One way of looking at this is to imagine that the set of joined sources and targets are ordered by source-date descending and then target-date ascending. Examining each pair in turn we ask two questions:
“Has this source already connected to a target?”
“Has this target already connected to a source?”
If the answer to both of those is “No” then we take that join as the valid connection and we move on to the next pair.

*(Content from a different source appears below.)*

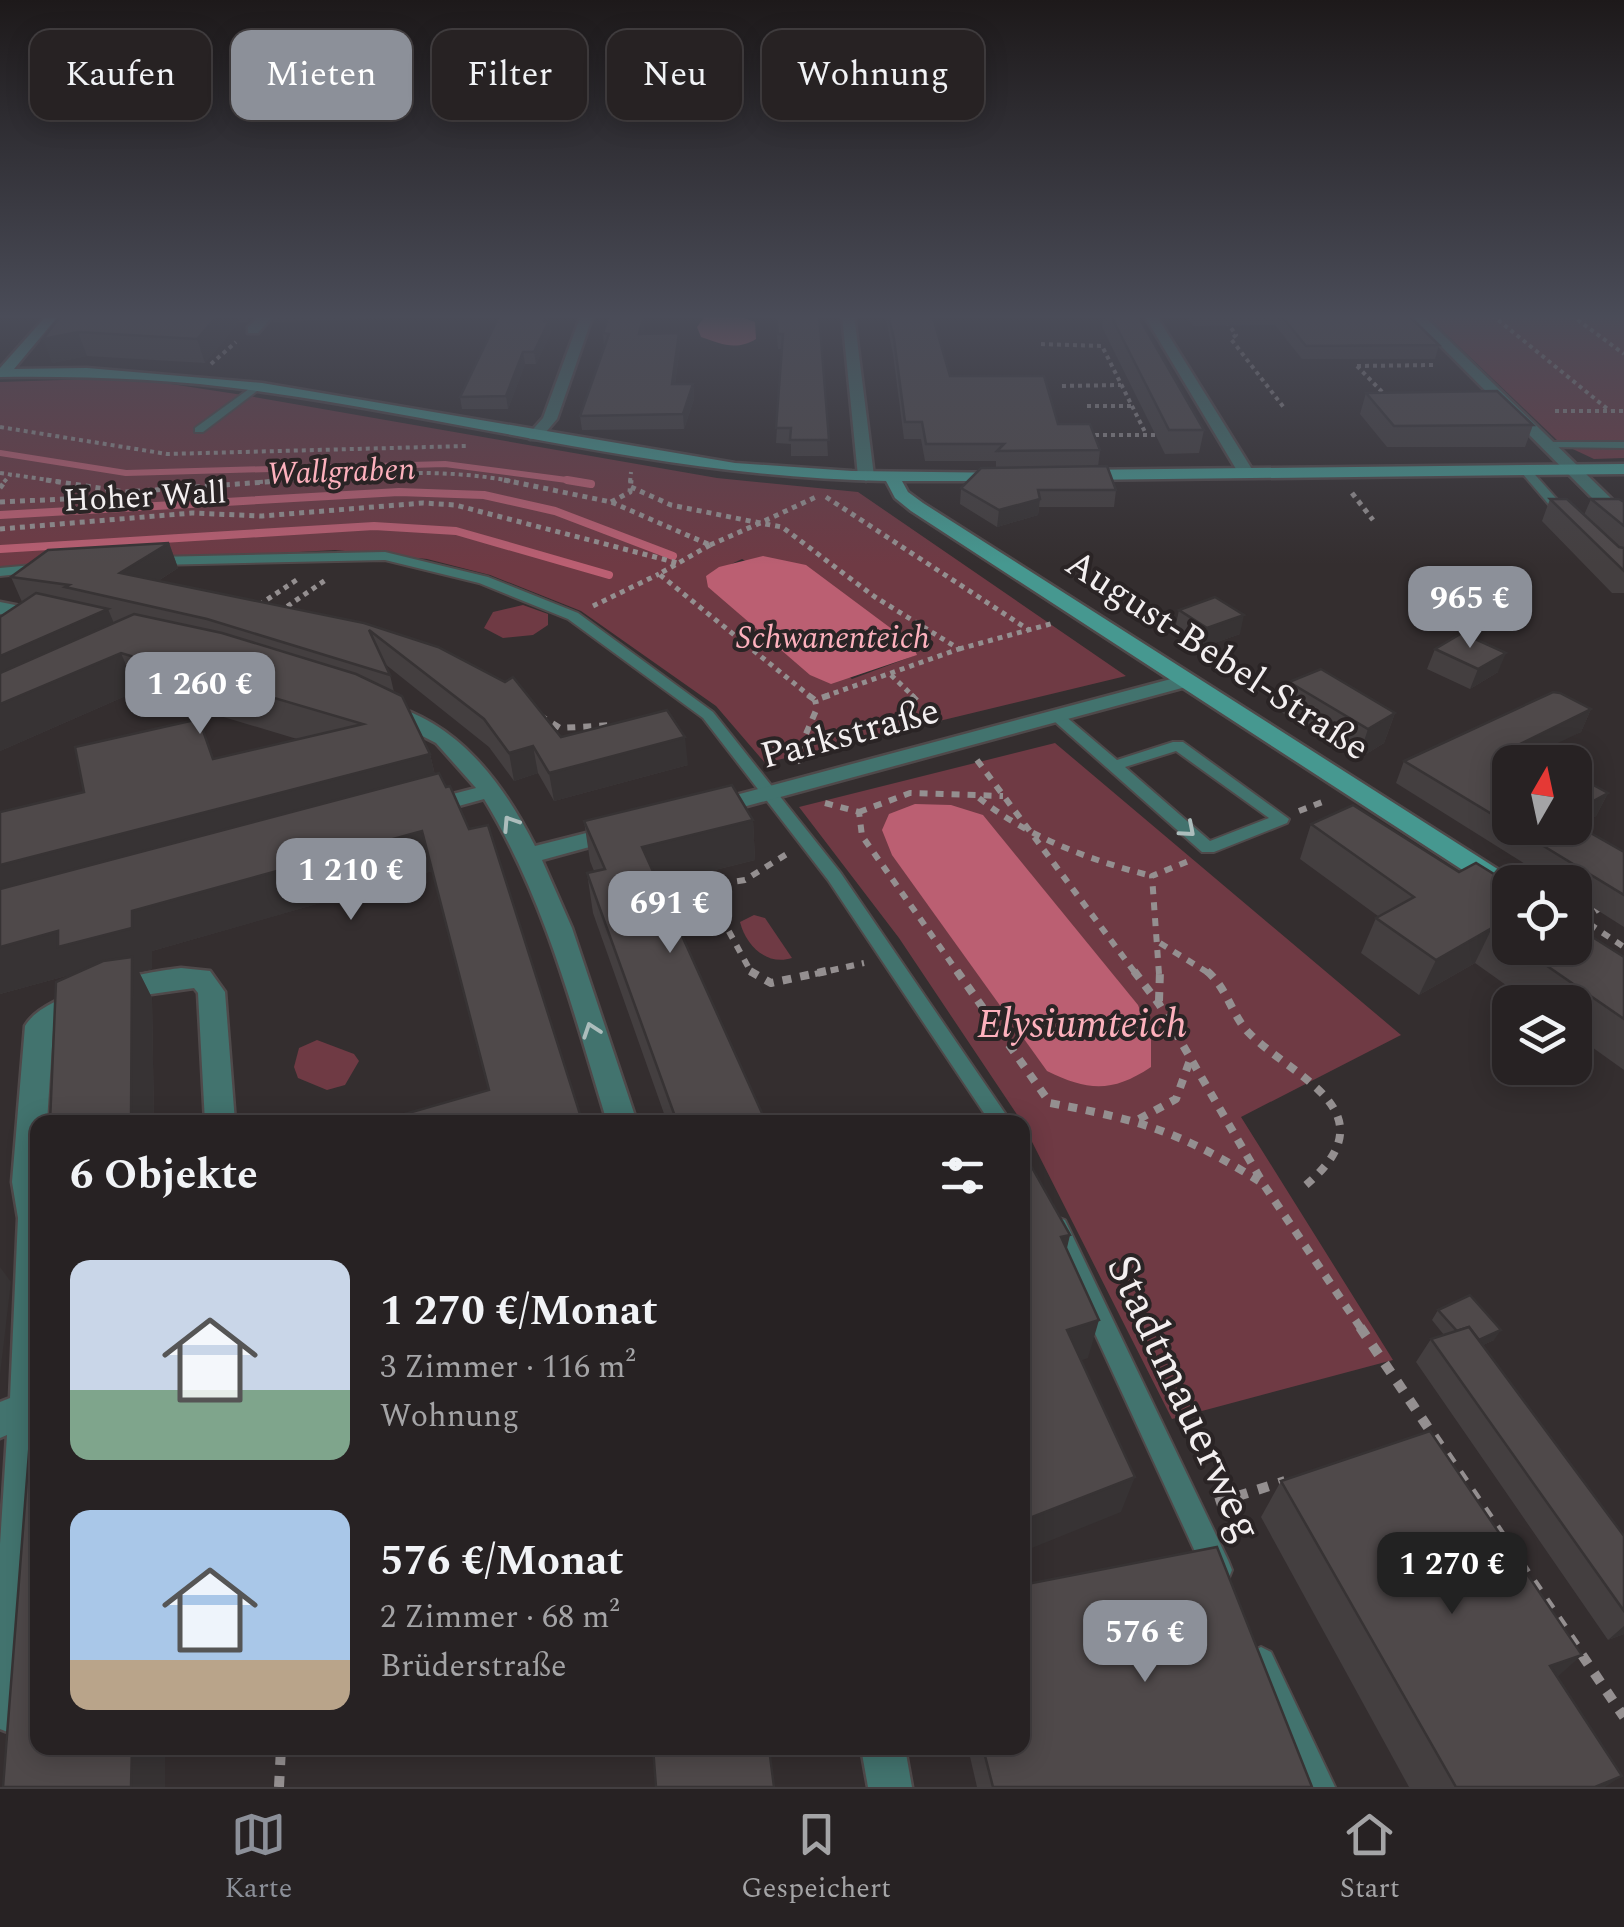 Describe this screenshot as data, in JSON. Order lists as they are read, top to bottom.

It’s very easy to construct a sample data set for this problem as well, by simply joining a list of integers to itself to form pairs such as (1,1), (1,2), (1,3), … , (1000,1000) and ordering the output with a query such as this:
select s.num s_num,t.num t_num from (select rownum num from dual connect by level <= 1000) s, (select rownum num from dual connect by level <= 1000) t order by 1 desc, 2 asc /
Given that data set the first pair is (1000,1), which becomes the first connection. The next connection will be (999,2), the next will be (998,3) etc.. It’s important to note that the real data set is not like that though, where every source connects to every target, so special conditions in this data set do not apply to the real one.
By the way, there are some special conditions that are easy even in the real data — if a row represents the first occurance for both the source and the target then that is always going to be the valid connection. Um … that’s actually the only special condition I could think of. There may be some very clever mathematical way of working out others, but I don’t know what it is.

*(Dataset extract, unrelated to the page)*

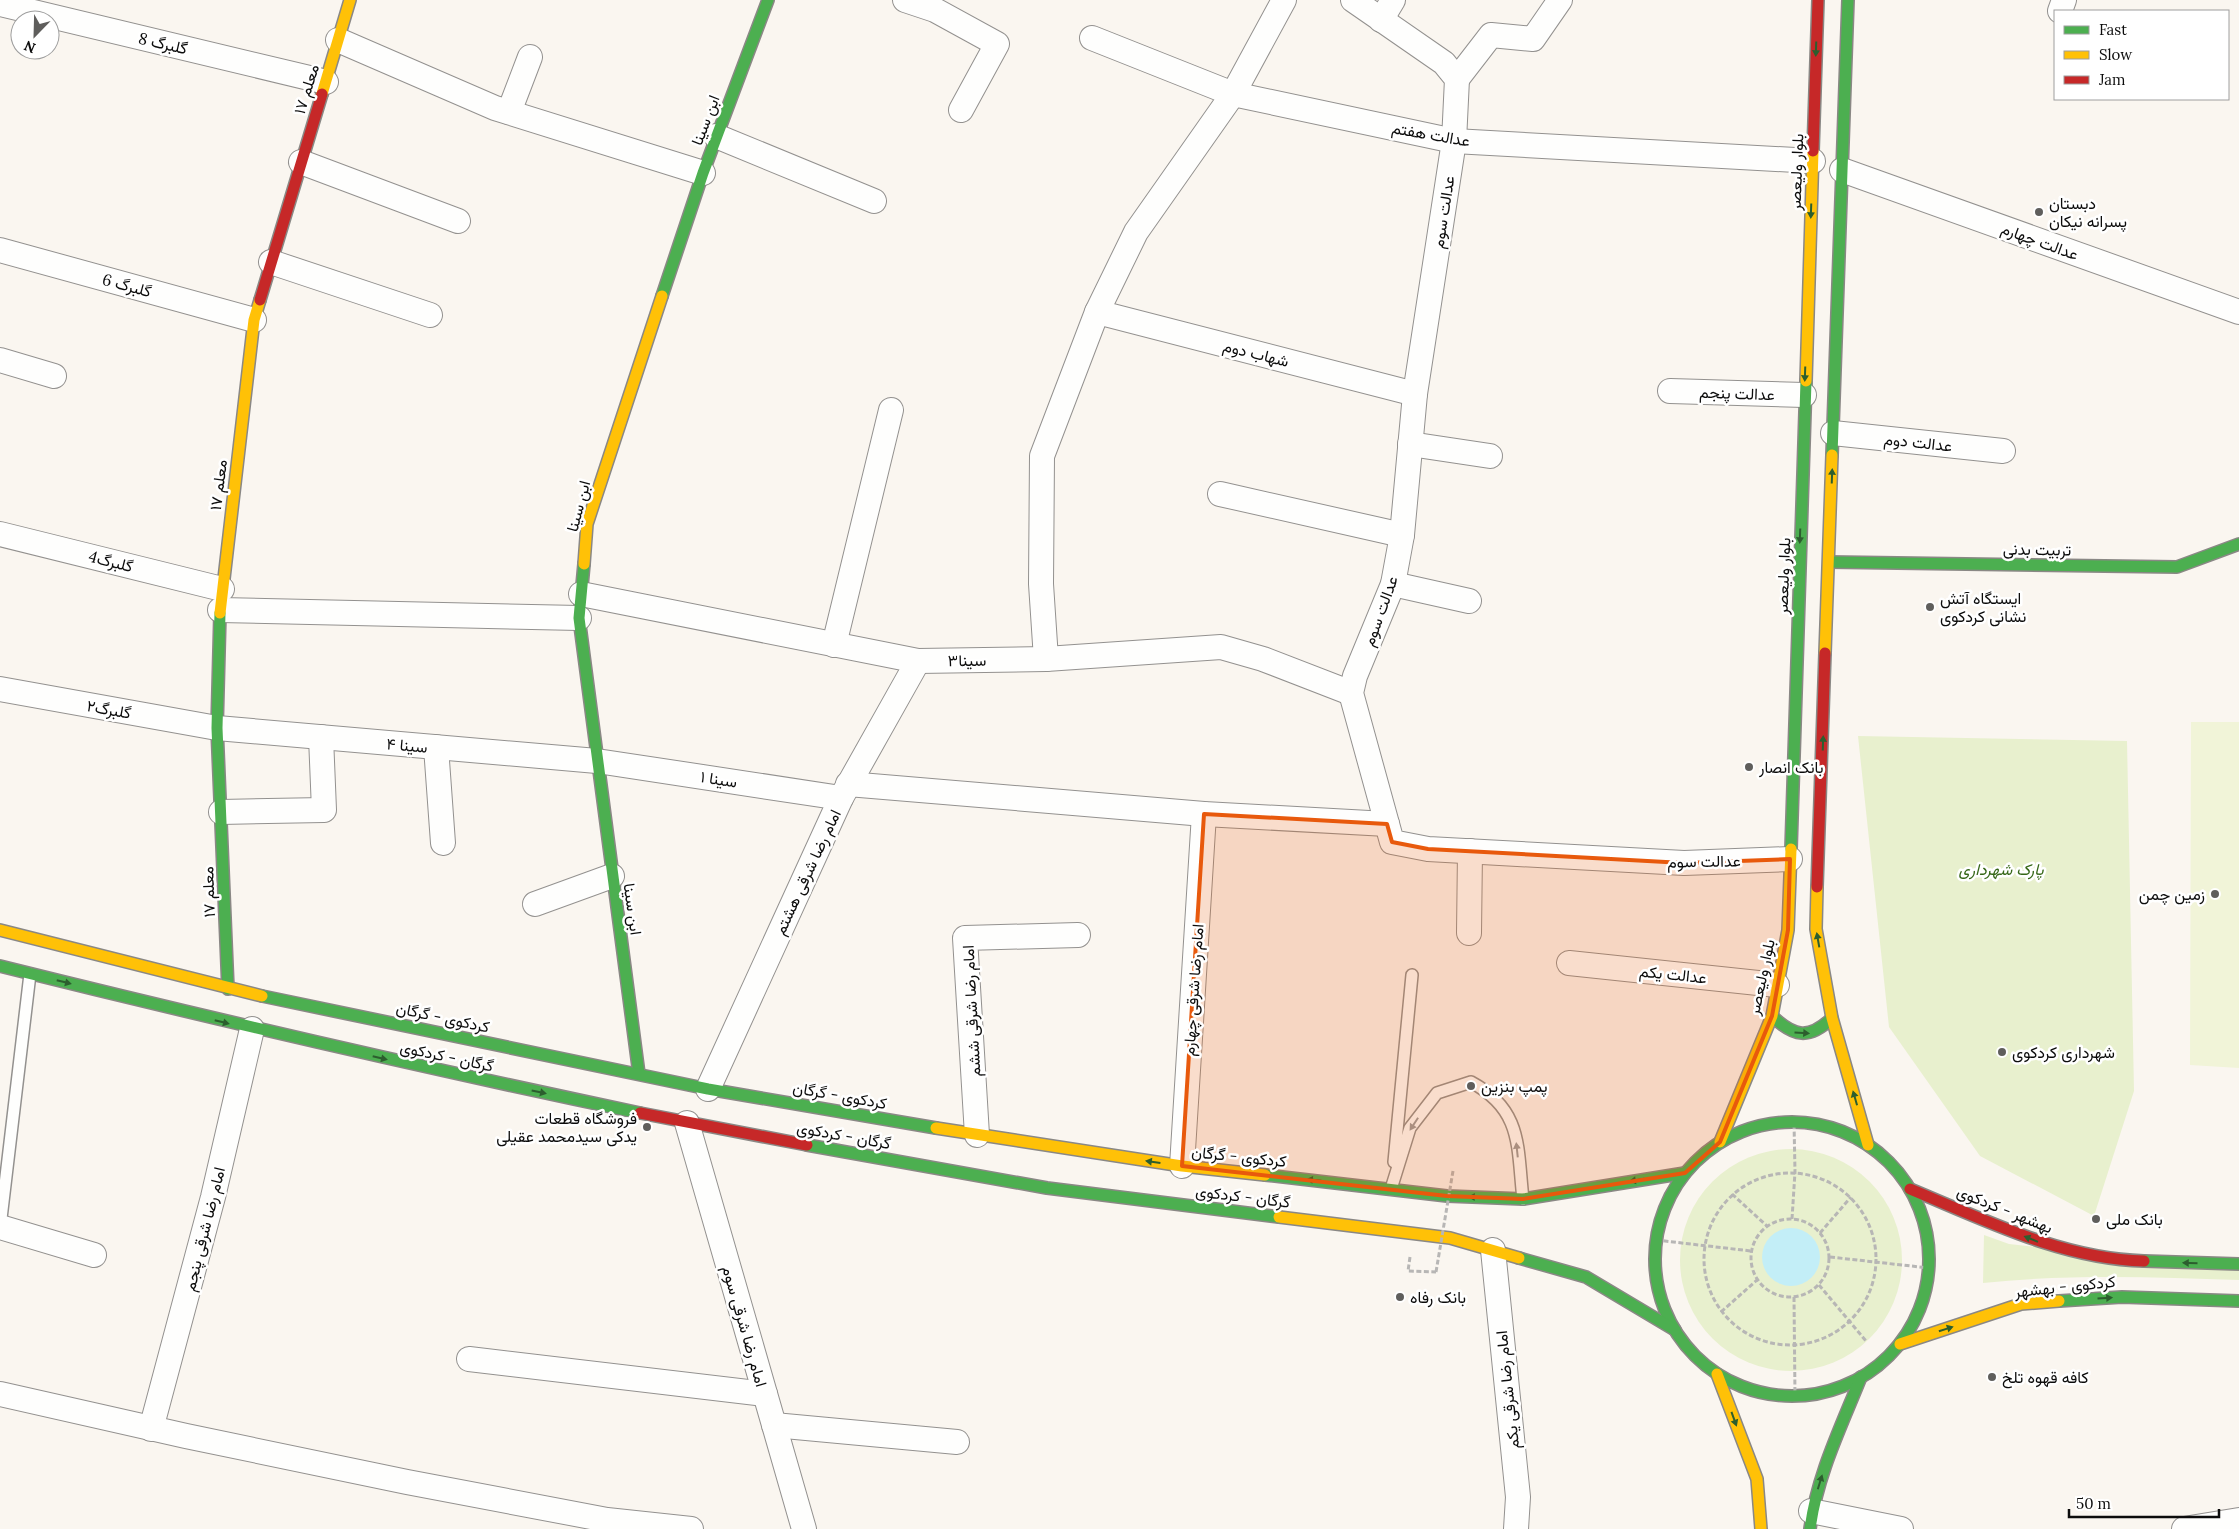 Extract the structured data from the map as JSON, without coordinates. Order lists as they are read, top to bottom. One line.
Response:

So, the first solution I came up with was to use PL/SQL to read each row in order and attempt to insert into a table having unique constraints on the source_id and target_id columns, handling any uniqueness error. The handling of the error is the only virtue that PL/SQL brings to this case. It was functional, but it was slow because of course it requires a lot of logical reads and writes in the index maintenance. I considered an insert with an error-logging clause by the way, but that doesn’t handle unique or primary key constraint errors and if it did it would still have the same problem of high logical reads and writes.
The next solution was to maintain a pair of PL/SQL associative arrays to handle the detection of uniqueness, and that worked well except that I was using conventional path inserts for the result set, and I didn’t fancy coding up bulk inserts. I know enough PL/SQL to be dangerous but it’s not my native language.
My (currently) final solution was to embed the PL/SQL into a package so that a function to detect uniqueness could be embedded in a sql statement. I was pretty concerned about the context switch to PL/SQL, and the logic means that this process can’t be parallelised, but the result suprised me. When I streamed 100,000,000 rows through the process to detect 10,000 valid connections the process completed in 770 seconds, so that was at least 250,000 uniqueness tests per second. I can’t imagine that being achieved based on detecting violations of a unique constraint.
Here’s the package I used. Sorry about the crappy formatting:
CREATE OR REPLACE PACKAGE ss is TYPE NumTyp IS TABLE OF NUMBER INDEX BY pls_integer; src_tab NumTyp; tgt_tab NumTyp; empty_tab numtyp; procedure reset; function is_new(s_num IN NUMBER, t_num NUMBER) return NUMBER; end; / CREATE OR REPLACE PACKAGE body ss is PROCEDURE reset is BEGIN src_tab := empty_tab; tgt_tab := empty_tab; end; function is_new (s_num NUMBER, t_num NUMBER) return number is BEGIN IF src_tab.exists(s_num) OR tgt_tab.exists(t_num) then RETURN 0; else src_tab(s_num) := 1; tgt_tab(t_num) := 1; RETURN 1; end if; end; end; /
The complete implementation can be tested as follows:
exec ss.reset; select * from (select s.num s_num,t.num t_num from (select rownum num from dual connect by level <= 1000) s, (select rownum num from dual connect by level <= 1000) t where rownum > 0 order by 1 desc, 2 asc) where ss.is_new(s_num,t_num) = 1 /
The call to ss.reset purges the arrays, and must be executed between runs. The rownum > 0 predicate is just the poor mans way of ensuring that the call to ss.is_new is not pushed into the inline view — Oracle obviously doesn’t know that the row ordering is a critical part of the logic.
Obviously an INSERT (with append hint to invoke direct path) can be prepended to that to perform the actual ETL task.